Fase 2, Gianni Maddaloni: «Avanti
con i sogni dei ragazzi di Scampia»

Domenica 31 Maggio 2020 di Diego Scarpitti
Gianni Maddaloni
Lenta ripresa. Procede per gradi il ritorno al tatami. Tarda a decollare la Fase 2 del judo. Corsa a ostacoli tra reticenze comprensibili e difficoltà oggettive. «Pochissimi al momento i bambini che sono rientrati sulla materassina e hanno indossato nuovamente il judogi. Dicasi lo stesso per la danza», lascia trapelare il suo evidente disappunto il maestro Gianni Maddaloni. «Molti ragazzi sono stati condizionati da messaggi ansiogeni durante la pandemia».

Non semplice attivare meccanismi di fiducia. «Gli anziani sono stati i primi a dare l’esempio, in attesa del ritorno dei bambini autistici». Accoglienza e legalità tratti distintivi del percorso Maddaloni. «Lo sport educa il pianeta», il mantra che sintetizza il pensiero del suo tenace assertore. Star Judo Club molto più di una palestra, baluardo di speranza e fucina di campioni. Scampia non solo periferia di Napoli ma centro del mondo, contrassegnata da sprazzi di umanità ritrovata. Dove la funzione sociale è innervata nella dimensione sportiva. «Prosegue la distribuzione dei generi alimentari due volte a settimana. Oltre 200 famiglie vengono a ritirare la spesa. I ragazzi del servizio civile sempre operativi anche durante la pandemia, muniti di mascherine e guanti: hanno preparato i pasti. E poi possibilità di riscatto per i 14 detenuti, divisi tra mattina e pomeriggio, che frequentano il nostro centro sportivo». Già in passato, infatti, o’Maè ha aiutato economicamente ragazzi con genitori in carcere. Impegno ad ampio raggio per il padre dell’olimpionico Pino, oro a Sydney 2000.

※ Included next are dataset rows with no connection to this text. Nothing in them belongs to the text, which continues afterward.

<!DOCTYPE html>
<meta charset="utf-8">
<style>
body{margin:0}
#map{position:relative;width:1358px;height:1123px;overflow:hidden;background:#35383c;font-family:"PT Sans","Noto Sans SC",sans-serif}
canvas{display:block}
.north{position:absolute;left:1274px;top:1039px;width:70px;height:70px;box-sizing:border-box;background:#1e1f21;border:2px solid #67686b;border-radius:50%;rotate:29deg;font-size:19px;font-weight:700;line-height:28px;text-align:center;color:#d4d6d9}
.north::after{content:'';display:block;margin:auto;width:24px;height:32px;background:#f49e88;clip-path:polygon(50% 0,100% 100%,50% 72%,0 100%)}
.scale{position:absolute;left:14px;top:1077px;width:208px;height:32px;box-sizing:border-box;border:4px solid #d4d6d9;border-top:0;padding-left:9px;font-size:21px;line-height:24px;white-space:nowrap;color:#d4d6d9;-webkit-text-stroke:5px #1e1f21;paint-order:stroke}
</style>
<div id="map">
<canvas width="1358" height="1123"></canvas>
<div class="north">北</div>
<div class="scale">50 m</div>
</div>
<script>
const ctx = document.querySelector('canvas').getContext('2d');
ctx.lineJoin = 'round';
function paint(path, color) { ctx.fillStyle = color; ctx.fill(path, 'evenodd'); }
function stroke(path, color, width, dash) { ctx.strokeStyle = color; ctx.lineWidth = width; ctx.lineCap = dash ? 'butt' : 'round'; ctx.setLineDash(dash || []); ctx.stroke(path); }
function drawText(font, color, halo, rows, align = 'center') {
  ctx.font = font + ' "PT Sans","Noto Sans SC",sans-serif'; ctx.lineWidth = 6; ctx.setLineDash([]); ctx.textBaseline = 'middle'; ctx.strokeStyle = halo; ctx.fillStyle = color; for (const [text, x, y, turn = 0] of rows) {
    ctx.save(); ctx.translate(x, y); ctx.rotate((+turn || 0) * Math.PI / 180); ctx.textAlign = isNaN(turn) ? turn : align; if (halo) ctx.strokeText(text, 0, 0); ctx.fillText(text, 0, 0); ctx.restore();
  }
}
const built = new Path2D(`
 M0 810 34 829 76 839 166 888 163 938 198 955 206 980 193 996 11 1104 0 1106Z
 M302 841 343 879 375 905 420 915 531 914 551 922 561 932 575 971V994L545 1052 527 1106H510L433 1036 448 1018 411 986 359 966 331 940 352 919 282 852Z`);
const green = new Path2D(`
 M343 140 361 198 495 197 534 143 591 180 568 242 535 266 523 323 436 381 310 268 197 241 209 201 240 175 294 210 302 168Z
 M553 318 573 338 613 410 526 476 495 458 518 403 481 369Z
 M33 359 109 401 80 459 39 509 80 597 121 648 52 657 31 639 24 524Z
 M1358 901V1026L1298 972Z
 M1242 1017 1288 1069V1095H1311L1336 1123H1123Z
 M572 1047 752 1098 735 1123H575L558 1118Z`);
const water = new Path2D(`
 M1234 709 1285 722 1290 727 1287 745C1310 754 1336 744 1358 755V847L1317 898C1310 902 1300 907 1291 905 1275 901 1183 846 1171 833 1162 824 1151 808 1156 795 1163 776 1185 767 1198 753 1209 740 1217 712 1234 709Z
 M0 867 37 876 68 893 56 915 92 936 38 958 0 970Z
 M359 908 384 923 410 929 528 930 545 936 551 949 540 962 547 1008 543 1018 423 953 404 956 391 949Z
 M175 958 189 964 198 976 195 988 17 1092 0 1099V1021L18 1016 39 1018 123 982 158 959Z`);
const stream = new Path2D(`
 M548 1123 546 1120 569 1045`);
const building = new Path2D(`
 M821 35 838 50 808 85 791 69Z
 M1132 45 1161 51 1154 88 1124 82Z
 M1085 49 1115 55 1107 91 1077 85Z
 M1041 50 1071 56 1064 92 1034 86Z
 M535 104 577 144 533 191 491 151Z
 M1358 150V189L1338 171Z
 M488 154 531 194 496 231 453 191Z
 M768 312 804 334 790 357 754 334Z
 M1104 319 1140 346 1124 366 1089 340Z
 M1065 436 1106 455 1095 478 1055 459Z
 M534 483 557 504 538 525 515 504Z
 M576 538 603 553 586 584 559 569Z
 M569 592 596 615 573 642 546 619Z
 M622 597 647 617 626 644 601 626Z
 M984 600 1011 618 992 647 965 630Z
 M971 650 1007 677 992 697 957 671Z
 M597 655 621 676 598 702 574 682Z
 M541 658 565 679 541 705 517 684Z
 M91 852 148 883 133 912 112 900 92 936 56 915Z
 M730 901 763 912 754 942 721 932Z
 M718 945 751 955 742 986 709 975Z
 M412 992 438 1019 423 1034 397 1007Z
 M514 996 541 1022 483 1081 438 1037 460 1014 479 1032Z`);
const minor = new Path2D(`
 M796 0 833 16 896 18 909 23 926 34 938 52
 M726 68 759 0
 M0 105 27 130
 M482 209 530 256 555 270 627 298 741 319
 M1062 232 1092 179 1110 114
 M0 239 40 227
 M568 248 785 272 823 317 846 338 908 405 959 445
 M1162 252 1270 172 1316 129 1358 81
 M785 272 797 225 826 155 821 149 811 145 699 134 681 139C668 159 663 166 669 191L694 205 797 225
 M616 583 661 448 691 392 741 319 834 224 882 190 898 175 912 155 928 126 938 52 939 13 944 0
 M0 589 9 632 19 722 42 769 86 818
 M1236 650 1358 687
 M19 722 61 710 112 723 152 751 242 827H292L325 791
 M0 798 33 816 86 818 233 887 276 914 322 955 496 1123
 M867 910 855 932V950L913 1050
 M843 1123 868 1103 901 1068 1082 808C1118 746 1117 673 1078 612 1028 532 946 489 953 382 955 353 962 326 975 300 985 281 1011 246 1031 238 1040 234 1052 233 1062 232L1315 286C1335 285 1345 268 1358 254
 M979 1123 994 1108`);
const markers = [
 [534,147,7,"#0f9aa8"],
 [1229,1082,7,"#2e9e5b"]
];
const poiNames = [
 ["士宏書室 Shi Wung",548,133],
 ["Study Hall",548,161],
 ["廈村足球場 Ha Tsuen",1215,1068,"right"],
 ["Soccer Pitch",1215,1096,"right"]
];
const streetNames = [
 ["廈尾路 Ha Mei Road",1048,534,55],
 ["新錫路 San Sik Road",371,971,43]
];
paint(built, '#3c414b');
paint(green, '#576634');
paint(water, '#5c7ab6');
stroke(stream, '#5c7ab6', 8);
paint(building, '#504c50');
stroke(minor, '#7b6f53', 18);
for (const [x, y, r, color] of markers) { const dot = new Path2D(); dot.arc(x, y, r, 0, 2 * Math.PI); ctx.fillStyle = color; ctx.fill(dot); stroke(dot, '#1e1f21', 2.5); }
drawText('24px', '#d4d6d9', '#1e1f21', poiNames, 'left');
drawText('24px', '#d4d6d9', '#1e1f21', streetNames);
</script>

Coronavirus e conseguenze. «Pesanti due mesi a casa. La Fase 2 non è ancora partita in maniera ufficiale. La gente ha paura», spiega Maddaloni, che si è industriato anche in un periodo particolarmente complesso. «Ho commissionato test sierologici all’utenza, a mie spese, risorse cospicue destinate ai dispositivi di prevenzione, dispenser e quant’altro. Economicamente tutto è fermo. Non sono ancora arrivati i bonus per i collaboratori sportivi».

Grido di allarme lanciato. Non nasconde di aver sollecitato il presidente del Coni, Giovanni Malagò, e il ministro dello sport Vincenzo Spadafora. «Vado avanti, perché sostengo i sogni dei ragazzi e non intendo deluderli», rivendica con forza Maddaloni. «Per il territorio sono sempre pronto a sacrificarmi».

Riscatto e rigenerazione. «I bambini non possono stare a casa. Serve un escamotage per farli uscire: devono abbandonare la pigrizia di questi mesi. Non escludo la possibilità di praticare attività in spazi all’aperto, sia in cortile che nella villa comunale. Gli operatori sono pronti, attendo soltanto le risposte delle scuole del circondario».

Considerazioni. «Se il Napoli scende in campo, e riparte la serie A, vuol dire che l’attività sportiva nella sua interezza può essere svolta a 360 gradi. Non accetterò compromessi. Significa che il judo e tutti gli altri sport saranno certamente autorizzati», sottolinea Maddaloni.

Tempo del coraggio. «Adesso basta. L’aspetto sorpresa non c’è più. Efficace e pioneristica la cura Ascierto, valido e notevole l’impegno dell’ospedale Cotugno, riconosciuto a livello mondiale. Altrove impreparazione nella prevenzione e incompetenza dannosa», conclude Maddaloni.

Star Judo Club sanificata a dovere, alla luce dei protocolli sanitari e delle linee guida prescritte. In tanti hanno espresso concreta vicinanza e reale solidarietà alla solerzia di Gianni Maddaloni: Lincoln Han in rappresentanza della comunità americana, dislocata presso la US Naval Base (donazione di 2020 euro), Amedeo Manzo, presidente della Bcc Napoli, altri imprenditori napoletani che preferiscono l’anonimato. «Amicizia e mutua prosperità», il motto tipico del judo.